Prowac
Primary Goals
The goal of Prowac is to collect and provide information about the adoption of various technologies identified in WADI and that enable sites to be called Progressive Web Apps:
- Measure adoption of progressive web apps technologies
- Understand which tools and services are used with progressive web apps
Description
Prowac can be organized into three pieces: A data store that contains information about the web technologies in use by popular sites, a crawler that populates the data store, and a dashboard that displays the information from the data store.
Prior Art
- https://libscore.com/
- https://trends.builtwith.com/
- https://www.chromestatus.com/metrics/feature/popularity
Requirements - MVP requirements to be completed in Q1
Data Store
For each site in the top one million websites ranked by Alexa, the data store should contain:
- Whether the landing page declares a W3C App Manifest
- Whether the landing page imports GoRoost
- Whether the landing page imports OneSignal
- Whether the landing page imports Mobify
- Whether the landing page redirects to HTTPS
- Whether the landing page registers a Service Worker
- Whether the landing page registers for Push Notifications
- Whether the Service Worker caches the landing page
Each website in this data store should be updated approximately once per month. The data store should retain the last 12 data points for each website (i.e. the information above, for each site, for about 1 year)

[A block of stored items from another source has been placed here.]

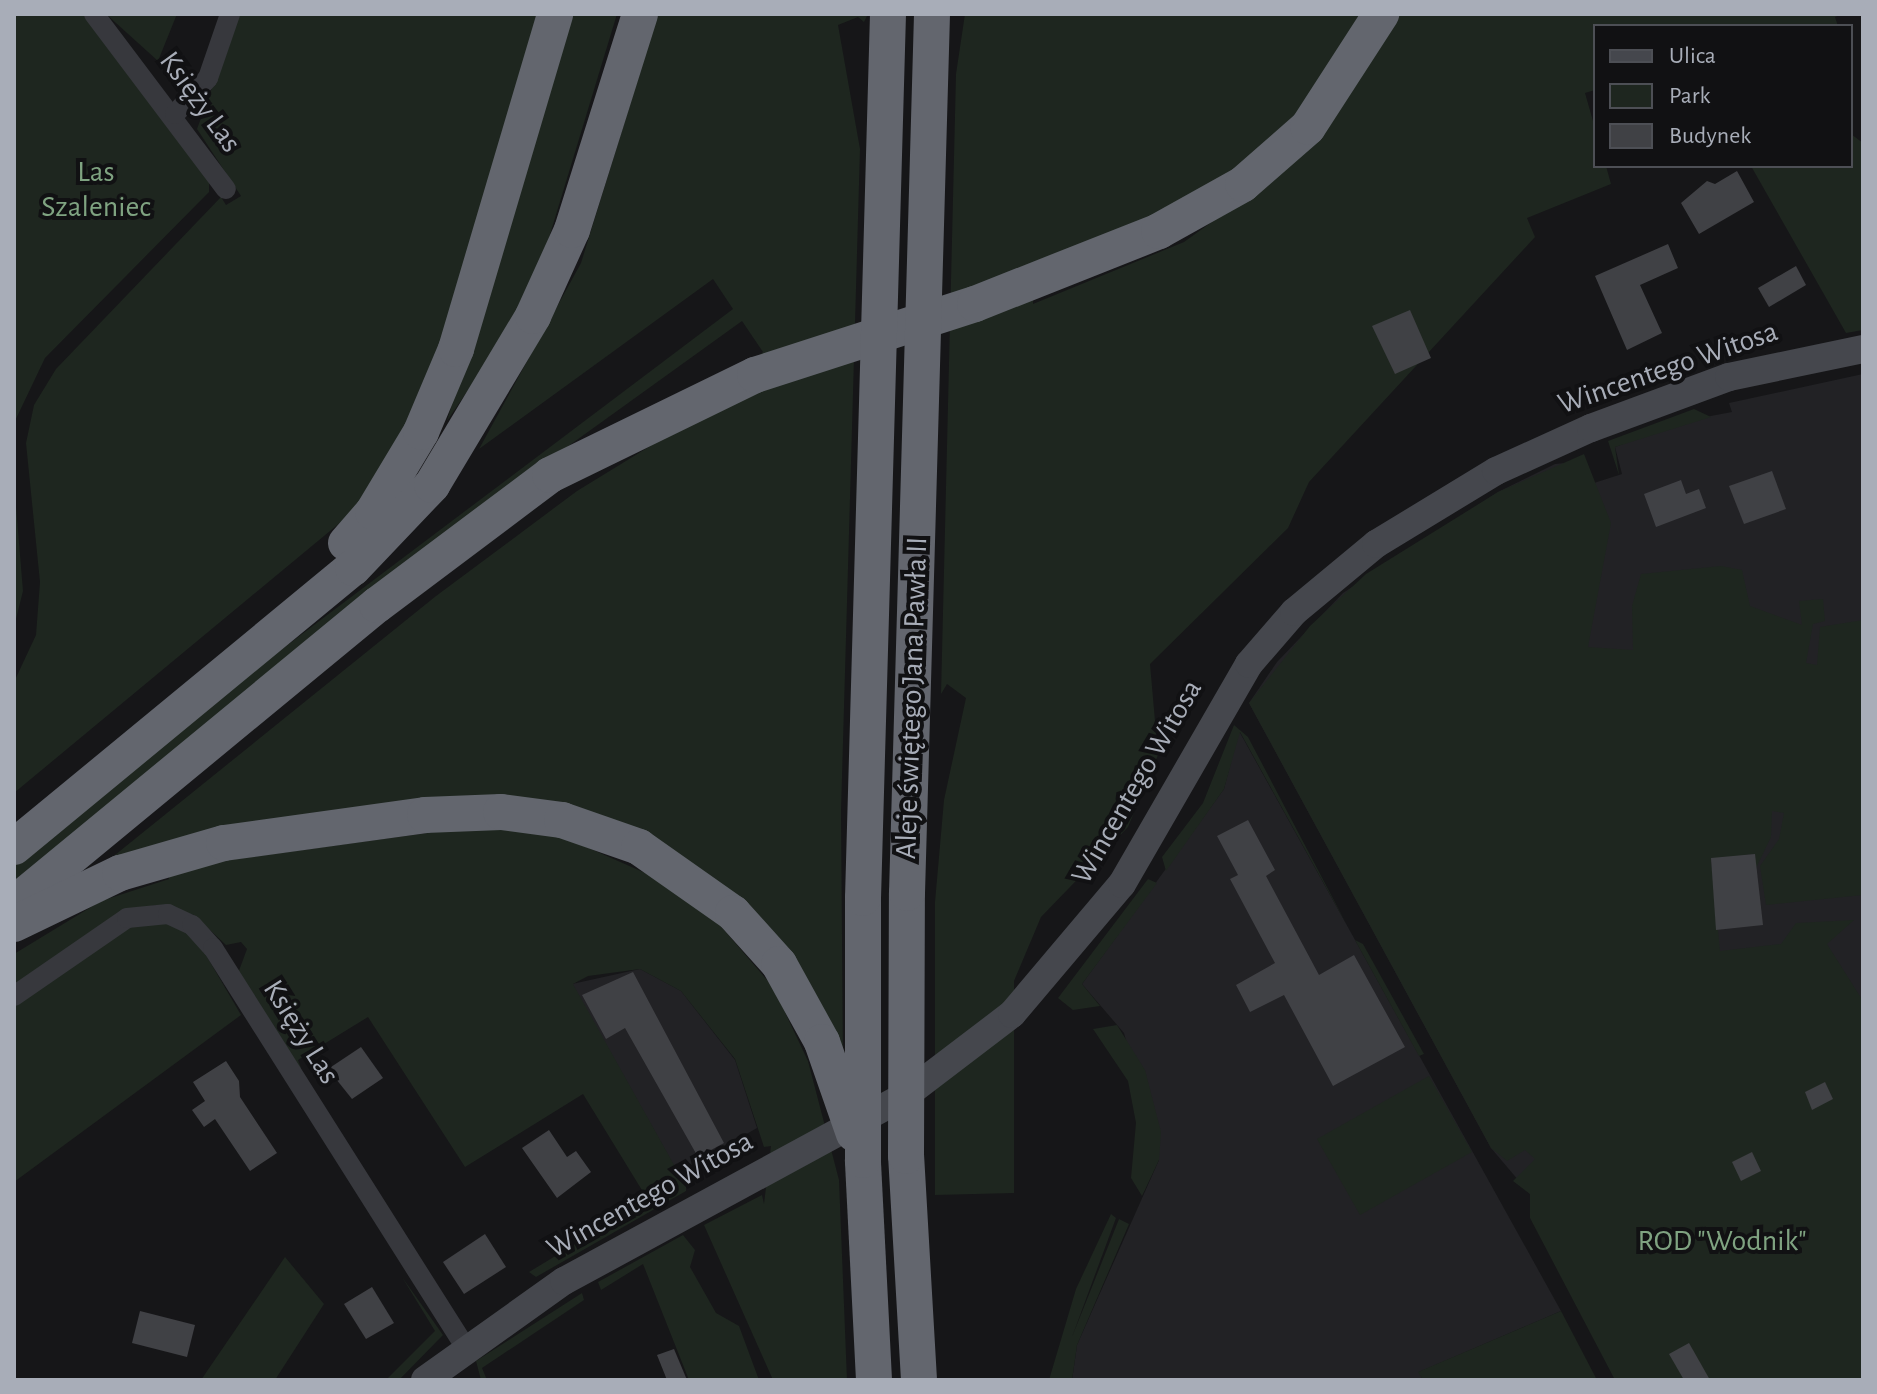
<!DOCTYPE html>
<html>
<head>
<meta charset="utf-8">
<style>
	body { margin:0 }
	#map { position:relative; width:1877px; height:1394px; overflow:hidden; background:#161618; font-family:"Alegreya Sans",sans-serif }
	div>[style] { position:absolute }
	.built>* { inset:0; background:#222225 }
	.green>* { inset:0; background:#1e261f }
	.building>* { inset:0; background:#404145 }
	.street>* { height:20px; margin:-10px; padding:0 10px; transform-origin:10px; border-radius:10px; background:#37383d }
	.secondary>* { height:28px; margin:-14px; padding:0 14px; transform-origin:14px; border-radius:14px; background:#45474d }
	.highway>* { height:36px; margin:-18px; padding:0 18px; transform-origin:18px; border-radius:18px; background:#63666e }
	span { translate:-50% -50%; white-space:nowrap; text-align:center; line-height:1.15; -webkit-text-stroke:8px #111113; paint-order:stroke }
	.street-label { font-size:30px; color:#a8adb8 }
	.park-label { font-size:30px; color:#7fa381 }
	.frame { position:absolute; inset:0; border:16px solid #a8adb8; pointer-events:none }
	.legend { position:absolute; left:1593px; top:24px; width:260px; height:144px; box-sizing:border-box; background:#111113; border:2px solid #4d4f55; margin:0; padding:10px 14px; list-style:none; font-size:24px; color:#a8adb8 }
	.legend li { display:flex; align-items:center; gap:16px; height:40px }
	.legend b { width:40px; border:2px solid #4d4f55 }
</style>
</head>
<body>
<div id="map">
	<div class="built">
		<i style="clip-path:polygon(1863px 374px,1863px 1030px,1530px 1194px,1491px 1148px,1249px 703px,1277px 662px,1343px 593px,1498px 492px,1555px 464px,1585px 461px,1594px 483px,1622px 474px,1615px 447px,1684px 421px,1732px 412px,1729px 403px)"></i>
		<i style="clip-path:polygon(1239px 731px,1561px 1311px,1419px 1372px,1423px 1380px,1072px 1380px,1077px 1345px,1159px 1160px,1124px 1033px,1082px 984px,1224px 789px)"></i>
		<i style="clip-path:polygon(640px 969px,681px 991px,735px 1060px,757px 1128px,678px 1173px,572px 984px)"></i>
	</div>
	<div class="green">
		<i style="clip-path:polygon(14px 14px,83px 14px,209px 181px,209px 192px,45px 358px,14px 423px)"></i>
		<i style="clip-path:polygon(106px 14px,177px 14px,158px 61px)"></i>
		<i style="clip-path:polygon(239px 14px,540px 14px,447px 343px,365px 502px,14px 793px,14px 682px,36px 635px,40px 582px,26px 443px,34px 405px,56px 369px,221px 197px,226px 205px,241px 196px,197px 129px)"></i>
		<i style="clip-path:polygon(567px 14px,617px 14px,548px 241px,511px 327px,447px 421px)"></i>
		<i style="clip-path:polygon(658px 14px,868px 14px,864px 22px,858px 17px,838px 25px,860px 149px,841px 812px,843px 1061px,787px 951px,549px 805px,110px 859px,436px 596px,577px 491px,665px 437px,763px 352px,742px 321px,446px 534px,14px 885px,14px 865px,184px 723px,733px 309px,713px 279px,479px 449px,581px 263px)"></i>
		<i style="clip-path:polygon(965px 14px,1362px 14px,1314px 94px,1272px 141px,1213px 190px,1034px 273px,1033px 304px,1184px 242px,1241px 201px,1392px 14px,1842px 14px,1835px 17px,1838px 26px,1595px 26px,1595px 90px,1585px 93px,1595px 128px,1595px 166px,1606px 166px,1611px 184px,1527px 218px,1535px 237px,1309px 482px,1288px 528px,1150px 664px,1158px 755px,1128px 827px,1041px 917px,1014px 981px,1014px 1193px,935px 1195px,935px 902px,944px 800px,966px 698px,947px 684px,941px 694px,956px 74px)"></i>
		<i style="clip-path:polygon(1851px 134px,1863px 143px,1863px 330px,1846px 333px,1751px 166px,1851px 166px)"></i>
		<i style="clip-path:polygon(1694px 409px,1711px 417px,1615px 447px,1619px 475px,1608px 441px)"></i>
		<i style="clip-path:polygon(1584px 454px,1611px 523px,1588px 647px,1633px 650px,1632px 606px,1641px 574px,1721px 566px,1742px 570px,1750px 606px,1802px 625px,1799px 601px,1823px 599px,1825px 621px,1813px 624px,1806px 663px,1817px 665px,1820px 627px,1863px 620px,1863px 895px,1766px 905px,1760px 866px,1779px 839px,1784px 813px,1772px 811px,1771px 837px,1756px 868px,1754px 854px,1711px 859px,1720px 951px,1781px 944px,1796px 923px,1854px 920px,1827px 944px,1863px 1001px,1863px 1380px,1615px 1380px,1530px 1218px,1530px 1194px,1513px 1181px,1535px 1159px,1525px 1150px,1507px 1161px,1491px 1148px,1249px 703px,1310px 626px,1366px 574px,1498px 492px)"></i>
		<i style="clip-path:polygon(14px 482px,23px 591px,14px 627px)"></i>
		<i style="clip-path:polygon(1234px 725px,1248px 737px,1348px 927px,1240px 732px,1224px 789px,1166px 871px,1162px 857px,1203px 803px)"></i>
		<i style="clip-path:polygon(487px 825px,548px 830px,661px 880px,719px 924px,773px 987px,808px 1061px,839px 1180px,847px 1380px,773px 1380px,704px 1225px,762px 1195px,764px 1204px,771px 1146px,764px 1147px,735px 1059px,681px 991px,640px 969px,588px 976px,573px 984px,678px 1172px,721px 1153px,686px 1172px,686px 1191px,536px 1277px,529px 1272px,648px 1200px,583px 1094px,465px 1167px,368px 1017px,298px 1060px,301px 1068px,293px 1067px,237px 976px,247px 949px,241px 942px,226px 945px,194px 915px,157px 905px,129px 910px,14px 989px,14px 954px,101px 901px,169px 879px,168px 868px)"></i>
		<i style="clip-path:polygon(1148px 879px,1157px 883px,1082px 984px,1100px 1006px,1073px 1010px,1058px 998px)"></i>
		<i style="clip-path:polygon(168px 923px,195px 936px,241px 1015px,14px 1182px,14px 1005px,101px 942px,137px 924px)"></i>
		<i style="clip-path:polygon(1355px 940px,1363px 944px,1424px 1054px,1419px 1056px)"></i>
		<i style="clip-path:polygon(1117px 1025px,1145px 1070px,1161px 1132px,1159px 1160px,1142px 1196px,1131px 1178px,1136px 1123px,1128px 1081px,1093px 1029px)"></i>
		<i style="clip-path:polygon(1429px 1076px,1472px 1152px,1360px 1215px,1317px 1139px)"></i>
		<i style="clip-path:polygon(1111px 1214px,1116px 1218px,1072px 1337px,1119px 1219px,1129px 1224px,1077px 1345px,1072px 1380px,1049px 1380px,1076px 1289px)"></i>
		<i style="clip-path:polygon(683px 1235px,695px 1250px,690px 1267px,716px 1313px,739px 1326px,759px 1380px,689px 1380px,643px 1264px,601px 1290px,598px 1282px)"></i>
		<i style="clip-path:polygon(285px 1257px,324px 1304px,275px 1380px,201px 1380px)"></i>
		<i style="clip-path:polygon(402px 1277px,443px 1335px,399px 1380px,386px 1380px,435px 1331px)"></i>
		<i style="clip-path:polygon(582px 1293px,584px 1300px,482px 1368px,487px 1380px,481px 1380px,476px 1361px)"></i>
		<i style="clip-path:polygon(1561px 1311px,1597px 1380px,1423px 1380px,1418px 1372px)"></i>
	</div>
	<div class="building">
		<i style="clip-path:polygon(1737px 171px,1754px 202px,1699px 234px,1681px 203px,1707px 181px,1715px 184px)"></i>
		<i style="clip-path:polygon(1668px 244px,1678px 268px,1640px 285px,1662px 333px,1627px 350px,1595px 276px)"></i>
		<i style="clip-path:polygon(1796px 266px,1806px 285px,1769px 307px,1758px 288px)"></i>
		<i style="clip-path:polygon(1410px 310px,1431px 358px,1395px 374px,1372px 326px)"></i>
		<i style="clip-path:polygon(1772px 471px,1786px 509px,1744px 524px,1729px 486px)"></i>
		<i style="clip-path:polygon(1681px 480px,1686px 494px,1699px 489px,1706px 508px,1656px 527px,1644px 494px)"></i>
		<i style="clip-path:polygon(1248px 820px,1275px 870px,1266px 876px,1319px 975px,1354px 955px,1405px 1047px,1333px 1086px,1284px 995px,1250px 1012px,1236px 985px,1275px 963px,1230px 879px,1238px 875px,1217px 836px)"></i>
		<i style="clip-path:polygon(1755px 854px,1763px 925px,1716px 930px,1711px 858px)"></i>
		<i style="clip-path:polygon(633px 972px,724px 1143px,698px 1157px,625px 1028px,606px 1039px,582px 995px)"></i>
		<i style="clip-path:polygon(361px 1047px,383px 1078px,352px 1099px,328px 1069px)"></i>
		<i style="clip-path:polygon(226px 1061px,239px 1081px,240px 1097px,277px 1153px,250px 1171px,215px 1119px,204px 1127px,192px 1110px,205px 1101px,193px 1082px)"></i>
		<i style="clip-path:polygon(1825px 1082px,1833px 1099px,1812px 1110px,1805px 1092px)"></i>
		<i style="clip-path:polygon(549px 1130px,567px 1157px,576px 1151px,591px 1172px,557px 1198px,522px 1148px)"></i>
		<i style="clip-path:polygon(1752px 1152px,1761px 1171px,1741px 1181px,1732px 1162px)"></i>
		<i style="clip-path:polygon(485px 1234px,506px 1267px,464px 1294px,443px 1262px)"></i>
		<i style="clip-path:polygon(372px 1287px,394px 1323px,366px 1339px,344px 1304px)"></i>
		<i style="clip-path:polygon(140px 1311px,195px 1325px,187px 1357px,132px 1343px)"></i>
		<i style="clip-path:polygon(1689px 1343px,1710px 1380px,1684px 1380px,1669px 1354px)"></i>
		<i style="clip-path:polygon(674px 1349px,687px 1380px,667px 1380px,657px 1355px)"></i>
	</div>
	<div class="street">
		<i style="left:94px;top:14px;width:219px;rotate:53deg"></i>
		<i style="left:175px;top:114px;width:49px;rotate:-47.5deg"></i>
		<i style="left:208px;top:78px;width:68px;rotate:-71deg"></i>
		<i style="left:14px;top:996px;width:137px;rotate:-34.6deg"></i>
		<i style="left:127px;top:918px;width:41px;rotate:-5.6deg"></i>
		<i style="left:168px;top:914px;width:26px;rotate:25deg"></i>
		<i style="left:192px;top:925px;width:31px;rotate:48deg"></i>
		<i style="left:213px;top:948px;width:472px;rotate:57.7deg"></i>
	</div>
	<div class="secondary">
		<i style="left:425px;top:1380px;width:171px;rotate:-35.5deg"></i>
		<i style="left:564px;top:1281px;width:386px;rotate:-28.5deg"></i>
		<i style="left:903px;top:1097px;width:137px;rotate:-37.3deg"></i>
		<i style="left:1012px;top:1014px;width:170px;rotate:-49.8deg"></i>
		<i style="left:1122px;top:884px;width:254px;rotate:-60deg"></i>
		<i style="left:1249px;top:664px;width:69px;rotate:-49.1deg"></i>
		<i style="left:1294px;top:612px;width:107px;rotate:-39.7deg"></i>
		<i style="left:1376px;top:544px;width:140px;rotate:-31.3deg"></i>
		<i style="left:1496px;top:471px;width:104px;rotate:-24.4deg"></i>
		<i style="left:1591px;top:428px;width:147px;rotate:-20.3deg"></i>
		<i style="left:1729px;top:377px;width:137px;rotate:-11.8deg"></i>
	</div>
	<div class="highway">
		<i style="left:346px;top:543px;width:41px;rotate:-48.9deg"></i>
		<i style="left:373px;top:512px;width:93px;rotate:-59deg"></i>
		<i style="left:421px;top:432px;width:90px;rotate:-67.1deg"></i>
		<i style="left:456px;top:349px;width:349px;rotate:-73.5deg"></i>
		<i style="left:14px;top:847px;width:439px;rotate:-39.5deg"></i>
		<i style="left:353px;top:568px;width:115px;rotate:-46.4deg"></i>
		<i style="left:432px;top:485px;width:197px;rotate:-59.1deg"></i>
		<i style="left:533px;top:316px;width:94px;rotate:-65.6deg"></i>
		<i style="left:572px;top:230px;width:226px;rotate:-72.5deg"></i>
		<i style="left:14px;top:904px;width:470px;rotate:-39.5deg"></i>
		<i style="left:377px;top:605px;width:216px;rotate:-36.9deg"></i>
		<i style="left:550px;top:475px;width:228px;rotate:-26deg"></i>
		<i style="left:755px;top:375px;width:231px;rotate:-17.9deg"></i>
		<i style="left:975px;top:304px;width:198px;rotate:-21.6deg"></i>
		<i style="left:1159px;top:231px;width:96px;rotate:-29.2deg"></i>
		<i style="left:1243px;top:184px;width:86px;rotate:-41.2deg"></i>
		<i style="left:1308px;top:127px;width:135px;rotate:-57.1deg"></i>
		<i style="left:14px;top:924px;width:118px;rotate:-25.7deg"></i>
		<i style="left:120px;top:873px;width:108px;rotate:-16.1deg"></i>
		<i style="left:224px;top:843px;width:203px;rotate:-7.9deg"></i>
		<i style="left:425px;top:815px;width:76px;rotate:-2.3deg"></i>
		<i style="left:501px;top:812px;width:62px;rotate:7.5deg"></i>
		<i style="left:562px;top:820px;width:82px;rotate:19.3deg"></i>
		<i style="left:639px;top:847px;width:115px;rotate:35.1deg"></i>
		<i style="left:733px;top:913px;width:69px;rotate:48deg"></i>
		<i style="left:779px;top:964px;width:89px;rotate:61.1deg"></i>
		<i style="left:822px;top:1042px;width:97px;rotate:70.8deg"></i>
		<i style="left:874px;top:1380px;width:220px;rotate:-92.9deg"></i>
		<i style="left:863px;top:1160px;width:262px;rotate:-90deg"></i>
		<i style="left:863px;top:898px;width:884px;rotate:-88.38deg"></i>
		<i style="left:919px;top:1380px;width:224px;rotate:-93.3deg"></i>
		<i style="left:906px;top:1156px;width:263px;rotate:-89.8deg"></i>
		<i style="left:907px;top:893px;width:879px;rotate:-88.37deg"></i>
	</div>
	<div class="street-label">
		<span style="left:200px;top:102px;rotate:54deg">Księży Las</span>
		<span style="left:1668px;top:368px;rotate:-19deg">Wincentego Witosa</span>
		<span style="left:912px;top:698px;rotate:-88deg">Aleje świętego Jana Pawła II</span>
		<span style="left:1137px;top:782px;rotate:-60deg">Wincentego Witosa</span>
		<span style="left:301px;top:1032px;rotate:58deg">Księży Las</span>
		<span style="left:650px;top:1195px;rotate:-29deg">Wincentego Witosa</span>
	</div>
	<div class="park-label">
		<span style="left:96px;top:189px">Las<br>Szaleniec</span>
		<span style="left:1722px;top:1241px">ROD "Wodnik"</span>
	</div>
	<div class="frame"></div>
	<ul class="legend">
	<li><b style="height:10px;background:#45474d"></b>Ulica</li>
	<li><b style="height:22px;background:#1e261f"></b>Park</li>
	<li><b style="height:22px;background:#404145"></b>Budynek</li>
	</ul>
</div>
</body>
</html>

TODO: Verify this last requirement.
Crawler
- Populates the data store.
- Must be automatic
- Must be capable of resuming from failure/stop
- Must process each site in less than 1s on average
Dashboard
Should present the following information, in graphs where appropriate:
- % of sites with a manifest
- % of sites importing any of [GoRoost, OneSignal, Mobify]
- % of sites importing GoRoost
- % of sites importing OneSignal
- % of sites importing Mobify
- % of sites forcing HTTPS
- % of sites registering a Service Worker
- % of sites registering for Push Notifications
- % of sites caching the landing page in a Service Worker
Should additionally be possible to view individual data points for a specified site
Deployment
- No requirements about specific domain names, redirects
- Must be deployed somewhere publicly-accessible (e.g. Heroku)
Design
Data Store
Redis DB!
For future consideration if necessary:
- Cassandra
- redshift
Crawler
Written in Node.js, does the following:
TODO: Flow diagram (started @ https://www.draw.io/#G0BzDhuKIxRtxdNnR1RzVXbkxYQXc )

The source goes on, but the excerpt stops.